Como era de esperarse, la propuesta del AMO (Área Metropolitana del Oriente) ha generado un amplio rechazo entre diversos sectores sociales, no solo por la evidente carencia de argumentos sólidos que la respalden, sino también por la forma en que ha sido promovida: con imposiciones, sin diálogo real con las comunidades y sus organizaciones, y con un despliegue publicitario que raya en la manipulación y el derroche injustificable de recursos públicos. En lugar de abrir espacios democráticos de concertación, los impulsores del AMO han optado por montar un verdadero circo mediático, recurriendo a la conocida “danza de los millones” para llenar los vacíos estructurales y éticos de su propuesta.
El esquema del AMO no nace del consenso, sino del capricho de una élite política que busca perpetuar su hegemonía en la región, centralizando el poder y orientando el crecimiento hacia sus propios intereses. Lejos de buscar un modelo de integración territorial que fortalezca la participación ciudadana, el AMO ha sido impulsado como un negocio, disfrazado de iniciativa técnica, pero claramente orientado a beneficiar a unos pocos. La forma en que se ha manejado esta propuesta levanta serias dudas sobre su legalidad, en especial por el uso de recursos públicos para financiar campañas propagandísticas que no reflejan la realidad de lo que se propone.
Lo que se presenta como un ejercicio democrático, en realidad, es una estrategia para legitimar una estructura de poder que no ha sido construida desde abajo ni con transparencia. Se ha recurrido a foros instrumentalizando a los funcionarios públicos para tratar de mostrar convocatoria y unidad, a la manipulación del discurso del desarrollo regional y a promesas vacías para convencer a la población, mientras se ignoran sistemáticamente las voces críticas que han venido denunciando los verdaderos intereses detrás del AMO.
Sin embargo, el espectáculo está comenzando a desmoronarse. Existen ya acciones legales en curso que podrían frenar la financiación de la consulta popular que busca darle visos de legitimidad al proyecto. Jueces de la República estudian las demandas interpuestas por organizaciones civiles que han denunciado irregularidades tanto en el procedimiento como en el fondo de la propuesta.
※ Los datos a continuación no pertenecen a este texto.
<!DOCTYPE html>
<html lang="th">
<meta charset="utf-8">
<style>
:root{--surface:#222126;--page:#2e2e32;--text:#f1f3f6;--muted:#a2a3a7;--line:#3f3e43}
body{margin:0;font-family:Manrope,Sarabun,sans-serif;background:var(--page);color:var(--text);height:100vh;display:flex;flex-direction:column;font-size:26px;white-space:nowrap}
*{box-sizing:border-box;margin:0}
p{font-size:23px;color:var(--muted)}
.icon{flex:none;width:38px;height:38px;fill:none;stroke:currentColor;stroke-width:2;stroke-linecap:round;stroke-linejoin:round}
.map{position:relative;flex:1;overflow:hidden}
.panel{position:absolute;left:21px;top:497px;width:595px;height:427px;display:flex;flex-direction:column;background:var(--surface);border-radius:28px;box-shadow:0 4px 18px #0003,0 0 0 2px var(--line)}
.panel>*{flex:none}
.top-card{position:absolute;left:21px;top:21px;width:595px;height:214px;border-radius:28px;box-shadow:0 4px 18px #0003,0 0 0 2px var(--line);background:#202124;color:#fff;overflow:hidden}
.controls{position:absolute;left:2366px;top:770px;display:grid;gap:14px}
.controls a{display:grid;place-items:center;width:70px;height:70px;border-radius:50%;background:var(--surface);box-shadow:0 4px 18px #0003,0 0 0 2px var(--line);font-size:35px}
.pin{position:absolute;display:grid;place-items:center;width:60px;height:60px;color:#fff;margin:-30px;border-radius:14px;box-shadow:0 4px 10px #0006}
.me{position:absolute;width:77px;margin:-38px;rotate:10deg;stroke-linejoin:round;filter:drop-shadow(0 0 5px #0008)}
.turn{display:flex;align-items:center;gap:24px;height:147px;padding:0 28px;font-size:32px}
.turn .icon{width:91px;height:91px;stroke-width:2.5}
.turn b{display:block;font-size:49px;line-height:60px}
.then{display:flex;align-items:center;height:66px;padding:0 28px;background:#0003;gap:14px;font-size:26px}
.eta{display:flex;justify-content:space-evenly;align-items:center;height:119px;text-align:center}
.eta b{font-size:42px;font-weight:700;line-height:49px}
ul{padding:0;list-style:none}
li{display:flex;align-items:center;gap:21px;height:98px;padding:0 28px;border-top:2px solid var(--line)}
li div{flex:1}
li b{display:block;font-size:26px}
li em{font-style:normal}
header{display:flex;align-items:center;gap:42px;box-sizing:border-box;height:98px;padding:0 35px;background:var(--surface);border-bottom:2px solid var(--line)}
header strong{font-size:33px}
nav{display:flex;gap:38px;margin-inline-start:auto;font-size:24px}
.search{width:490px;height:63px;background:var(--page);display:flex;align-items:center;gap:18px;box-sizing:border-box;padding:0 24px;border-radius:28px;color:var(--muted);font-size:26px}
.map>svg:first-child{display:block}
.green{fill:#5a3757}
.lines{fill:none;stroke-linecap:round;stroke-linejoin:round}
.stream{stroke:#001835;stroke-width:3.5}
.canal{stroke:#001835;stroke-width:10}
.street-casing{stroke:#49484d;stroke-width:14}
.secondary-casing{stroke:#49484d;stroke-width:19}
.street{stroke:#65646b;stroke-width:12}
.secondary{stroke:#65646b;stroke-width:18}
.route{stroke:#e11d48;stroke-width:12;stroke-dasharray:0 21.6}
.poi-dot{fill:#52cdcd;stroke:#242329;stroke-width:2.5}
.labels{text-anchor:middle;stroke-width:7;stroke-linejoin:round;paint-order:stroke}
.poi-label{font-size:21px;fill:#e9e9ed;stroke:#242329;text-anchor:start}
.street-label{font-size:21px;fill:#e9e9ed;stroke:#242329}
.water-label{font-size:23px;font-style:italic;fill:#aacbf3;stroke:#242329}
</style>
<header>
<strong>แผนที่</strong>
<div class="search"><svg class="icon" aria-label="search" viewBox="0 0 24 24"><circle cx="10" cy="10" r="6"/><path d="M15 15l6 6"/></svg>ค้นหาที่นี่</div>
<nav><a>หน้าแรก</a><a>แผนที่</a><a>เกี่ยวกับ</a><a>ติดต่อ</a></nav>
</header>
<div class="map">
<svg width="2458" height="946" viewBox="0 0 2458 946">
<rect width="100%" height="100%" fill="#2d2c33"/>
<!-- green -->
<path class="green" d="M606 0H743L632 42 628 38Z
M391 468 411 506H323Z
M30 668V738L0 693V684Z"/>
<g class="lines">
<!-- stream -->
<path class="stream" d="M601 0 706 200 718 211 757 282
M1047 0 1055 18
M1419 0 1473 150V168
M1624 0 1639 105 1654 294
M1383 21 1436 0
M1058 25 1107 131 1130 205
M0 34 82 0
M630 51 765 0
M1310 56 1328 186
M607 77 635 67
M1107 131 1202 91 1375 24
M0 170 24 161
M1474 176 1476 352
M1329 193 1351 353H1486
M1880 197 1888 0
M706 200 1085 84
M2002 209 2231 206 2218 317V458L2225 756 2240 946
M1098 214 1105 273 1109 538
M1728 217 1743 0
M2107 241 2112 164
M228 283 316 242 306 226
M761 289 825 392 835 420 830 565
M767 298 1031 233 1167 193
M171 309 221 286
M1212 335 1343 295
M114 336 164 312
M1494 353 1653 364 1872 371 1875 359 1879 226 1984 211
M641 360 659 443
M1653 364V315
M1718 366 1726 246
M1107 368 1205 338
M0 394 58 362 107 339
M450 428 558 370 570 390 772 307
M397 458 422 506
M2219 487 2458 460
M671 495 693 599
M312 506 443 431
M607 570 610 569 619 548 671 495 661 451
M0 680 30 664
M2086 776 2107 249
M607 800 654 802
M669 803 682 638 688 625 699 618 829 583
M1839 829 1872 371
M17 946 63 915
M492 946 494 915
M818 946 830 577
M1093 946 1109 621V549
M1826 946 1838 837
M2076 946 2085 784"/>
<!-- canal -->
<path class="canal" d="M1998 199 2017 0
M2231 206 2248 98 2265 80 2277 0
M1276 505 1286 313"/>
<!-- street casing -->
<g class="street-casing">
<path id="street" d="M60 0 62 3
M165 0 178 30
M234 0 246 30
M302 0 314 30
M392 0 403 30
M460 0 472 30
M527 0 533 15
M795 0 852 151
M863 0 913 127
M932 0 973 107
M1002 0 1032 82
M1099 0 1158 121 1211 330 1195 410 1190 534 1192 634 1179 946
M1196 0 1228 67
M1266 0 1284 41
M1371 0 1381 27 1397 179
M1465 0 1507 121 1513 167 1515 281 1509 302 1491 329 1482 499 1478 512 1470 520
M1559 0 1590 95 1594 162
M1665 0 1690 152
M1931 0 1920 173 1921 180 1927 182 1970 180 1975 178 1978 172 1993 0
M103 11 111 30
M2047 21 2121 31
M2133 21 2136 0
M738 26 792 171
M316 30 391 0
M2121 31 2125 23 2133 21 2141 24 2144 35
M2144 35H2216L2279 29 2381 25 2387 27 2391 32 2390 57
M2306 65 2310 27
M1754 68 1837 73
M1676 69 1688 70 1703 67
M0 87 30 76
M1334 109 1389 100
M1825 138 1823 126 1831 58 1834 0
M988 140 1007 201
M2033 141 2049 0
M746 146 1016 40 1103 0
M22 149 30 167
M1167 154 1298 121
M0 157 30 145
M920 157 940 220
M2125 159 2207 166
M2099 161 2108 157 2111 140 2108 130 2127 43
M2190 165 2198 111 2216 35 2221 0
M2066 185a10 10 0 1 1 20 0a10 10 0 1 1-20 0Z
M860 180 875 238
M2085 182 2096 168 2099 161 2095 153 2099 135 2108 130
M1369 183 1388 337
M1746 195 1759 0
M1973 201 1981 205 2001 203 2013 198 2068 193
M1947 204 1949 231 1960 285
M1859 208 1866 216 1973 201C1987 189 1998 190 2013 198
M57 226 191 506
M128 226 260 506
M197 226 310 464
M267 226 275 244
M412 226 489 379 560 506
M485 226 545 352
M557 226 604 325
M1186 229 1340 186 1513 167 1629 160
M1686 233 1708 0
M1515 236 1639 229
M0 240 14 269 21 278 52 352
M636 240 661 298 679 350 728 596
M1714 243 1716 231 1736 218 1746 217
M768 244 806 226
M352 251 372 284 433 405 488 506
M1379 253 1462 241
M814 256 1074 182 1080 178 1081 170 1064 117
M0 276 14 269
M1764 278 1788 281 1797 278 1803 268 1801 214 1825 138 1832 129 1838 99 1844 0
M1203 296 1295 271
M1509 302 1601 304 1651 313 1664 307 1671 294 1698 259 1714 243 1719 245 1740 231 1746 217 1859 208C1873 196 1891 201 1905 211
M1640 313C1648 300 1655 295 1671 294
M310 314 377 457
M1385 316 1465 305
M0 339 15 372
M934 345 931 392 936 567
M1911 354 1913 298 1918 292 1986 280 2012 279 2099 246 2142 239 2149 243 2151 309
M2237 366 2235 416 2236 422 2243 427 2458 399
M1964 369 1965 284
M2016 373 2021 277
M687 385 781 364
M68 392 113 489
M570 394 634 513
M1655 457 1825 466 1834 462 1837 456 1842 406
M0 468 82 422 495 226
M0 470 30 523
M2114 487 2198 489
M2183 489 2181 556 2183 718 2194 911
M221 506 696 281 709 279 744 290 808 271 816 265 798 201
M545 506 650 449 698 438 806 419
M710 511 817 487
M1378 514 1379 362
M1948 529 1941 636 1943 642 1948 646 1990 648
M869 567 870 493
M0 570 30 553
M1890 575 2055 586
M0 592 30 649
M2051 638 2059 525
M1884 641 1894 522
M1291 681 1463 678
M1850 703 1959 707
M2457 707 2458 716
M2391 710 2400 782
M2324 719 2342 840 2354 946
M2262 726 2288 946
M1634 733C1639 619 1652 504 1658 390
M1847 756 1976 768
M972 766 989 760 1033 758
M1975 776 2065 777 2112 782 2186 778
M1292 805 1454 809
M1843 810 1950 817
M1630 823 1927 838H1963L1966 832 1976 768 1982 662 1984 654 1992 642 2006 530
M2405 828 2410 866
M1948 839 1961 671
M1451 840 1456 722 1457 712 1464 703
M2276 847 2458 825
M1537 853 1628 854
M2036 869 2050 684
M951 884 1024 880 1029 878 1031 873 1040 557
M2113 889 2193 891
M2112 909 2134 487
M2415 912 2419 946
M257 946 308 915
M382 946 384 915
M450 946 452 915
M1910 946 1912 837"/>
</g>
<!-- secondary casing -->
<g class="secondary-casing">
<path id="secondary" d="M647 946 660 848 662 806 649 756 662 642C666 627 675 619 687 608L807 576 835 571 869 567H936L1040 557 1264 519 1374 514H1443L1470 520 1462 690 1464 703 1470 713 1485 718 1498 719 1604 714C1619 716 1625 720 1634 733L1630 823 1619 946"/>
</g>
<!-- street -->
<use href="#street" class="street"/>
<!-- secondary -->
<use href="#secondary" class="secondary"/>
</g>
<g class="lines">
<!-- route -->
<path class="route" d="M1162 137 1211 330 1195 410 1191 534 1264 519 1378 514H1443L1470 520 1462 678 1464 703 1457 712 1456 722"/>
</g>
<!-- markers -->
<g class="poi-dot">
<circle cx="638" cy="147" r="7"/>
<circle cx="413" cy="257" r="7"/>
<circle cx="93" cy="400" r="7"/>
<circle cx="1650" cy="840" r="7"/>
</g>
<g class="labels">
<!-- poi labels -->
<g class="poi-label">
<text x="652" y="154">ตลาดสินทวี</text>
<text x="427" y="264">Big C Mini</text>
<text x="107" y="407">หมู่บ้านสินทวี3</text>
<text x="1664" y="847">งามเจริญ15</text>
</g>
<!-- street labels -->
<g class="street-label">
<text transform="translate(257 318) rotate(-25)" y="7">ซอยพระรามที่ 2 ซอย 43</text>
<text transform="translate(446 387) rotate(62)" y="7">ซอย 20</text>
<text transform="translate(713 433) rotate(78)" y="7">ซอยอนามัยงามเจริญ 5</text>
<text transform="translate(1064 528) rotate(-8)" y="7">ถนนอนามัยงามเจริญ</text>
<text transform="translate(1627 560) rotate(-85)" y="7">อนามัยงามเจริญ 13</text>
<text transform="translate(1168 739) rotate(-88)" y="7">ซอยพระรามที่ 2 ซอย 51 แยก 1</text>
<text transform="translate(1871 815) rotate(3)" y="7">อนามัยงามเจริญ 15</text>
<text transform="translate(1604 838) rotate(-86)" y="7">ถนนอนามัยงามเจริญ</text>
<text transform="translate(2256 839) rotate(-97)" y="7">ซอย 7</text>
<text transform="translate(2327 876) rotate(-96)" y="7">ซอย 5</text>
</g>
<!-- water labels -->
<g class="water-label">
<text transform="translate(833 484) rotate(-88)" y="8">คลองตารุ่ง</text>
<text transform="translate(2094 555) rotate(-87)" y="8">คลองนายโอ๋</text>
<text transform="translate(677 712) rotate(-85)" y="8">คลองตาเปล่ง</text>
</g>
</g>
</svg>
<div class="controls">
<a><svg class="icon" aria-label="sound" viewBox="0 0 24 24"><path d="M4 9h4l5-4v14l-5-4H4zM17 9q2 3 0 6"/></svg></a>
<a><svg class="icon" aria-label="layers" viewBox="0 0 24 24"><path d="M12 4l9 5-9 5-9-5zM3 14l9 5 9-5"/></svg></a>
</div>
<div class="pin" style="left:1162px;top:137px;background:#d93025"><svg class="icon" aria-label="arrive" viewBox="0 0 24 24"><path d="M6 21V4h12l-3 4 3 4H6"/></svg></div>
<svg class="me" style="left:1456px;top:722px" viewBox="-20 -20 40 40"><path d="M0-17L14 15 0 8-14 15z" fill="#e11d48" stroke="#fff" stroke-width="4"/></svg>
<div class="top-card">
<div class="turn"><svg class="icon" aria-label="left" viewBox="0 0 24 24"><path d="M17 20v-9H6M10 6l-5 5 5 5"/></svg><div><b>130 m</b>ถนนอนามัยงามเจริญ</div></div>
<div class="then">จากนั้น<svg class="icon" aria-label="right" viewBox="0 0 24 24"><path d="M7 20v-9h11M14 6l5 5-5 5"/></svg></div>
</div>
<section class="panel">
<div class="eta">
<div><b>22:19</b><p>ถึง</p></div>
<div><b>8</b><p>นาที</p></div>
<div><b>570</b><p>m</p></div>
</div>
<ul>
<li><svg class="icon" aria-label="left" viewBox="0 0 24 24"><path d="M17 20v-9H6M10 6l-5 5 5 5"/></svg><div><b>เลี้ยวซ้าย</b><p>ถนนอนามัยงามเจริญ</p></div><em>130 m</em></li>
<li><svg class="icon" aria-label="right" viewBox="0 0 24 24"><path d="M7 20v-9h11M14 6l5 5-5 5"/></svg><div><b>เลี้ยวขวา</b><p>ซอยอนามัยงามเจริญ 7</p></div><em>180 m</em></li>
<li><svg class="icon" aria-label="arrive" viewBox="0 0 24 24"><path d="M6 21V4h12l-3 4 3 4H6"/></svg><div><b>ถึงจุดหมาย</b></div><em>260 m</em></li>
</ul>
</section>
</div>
Además, la ciudadanía ha comenzado a despertar: las encuestas más recientes revelan que una mayoría absolutamente significativa de personas no apoya la creación del Área Metropolitana del Oriente bajo las condiciones actuales.
Este rechazo no es gratuito. Es el resultado de años de desconfianza en una clase política que ha hecho del clientelismo y del control institucional su método de gobierno, se esta demostrando el rechazo a mandatarios que francamente traicionaron a sus electores. La gente no quiere más maquillaje, más promesas ni más negocios disfrazados de políticas públicas. Lo que se exige es transparencia, inclusión, y una visión regional construida colectivamente, no impuesta desde un escritorio y sin legitimidad social.
El AMO, tal como está planteado, no responde a las necesidades reales del territorio ni de su gente. La propuesta, sostenida por un discurso hueco, una maquinaria propagandística costosa y prácticas cuestionables, comienza a deshacerse frente al peso de la resistencia ciudadana, el análisis crítico y la acción legal. El circo montado por sus impulsores puede desmoronarse por múltiples vías: por la justicia, por la falta de financiación, o simplemente porque la gente ha entendido que detrás del AMO no hay un proyecto colectivo, sino un negocio con nombre propio. La esperanza está en la movilización y en el despertar de una ciudadanía que no está dispuesta a legitimar el uso arbitrario del poder, ni la venta del Oriente Antioqueño.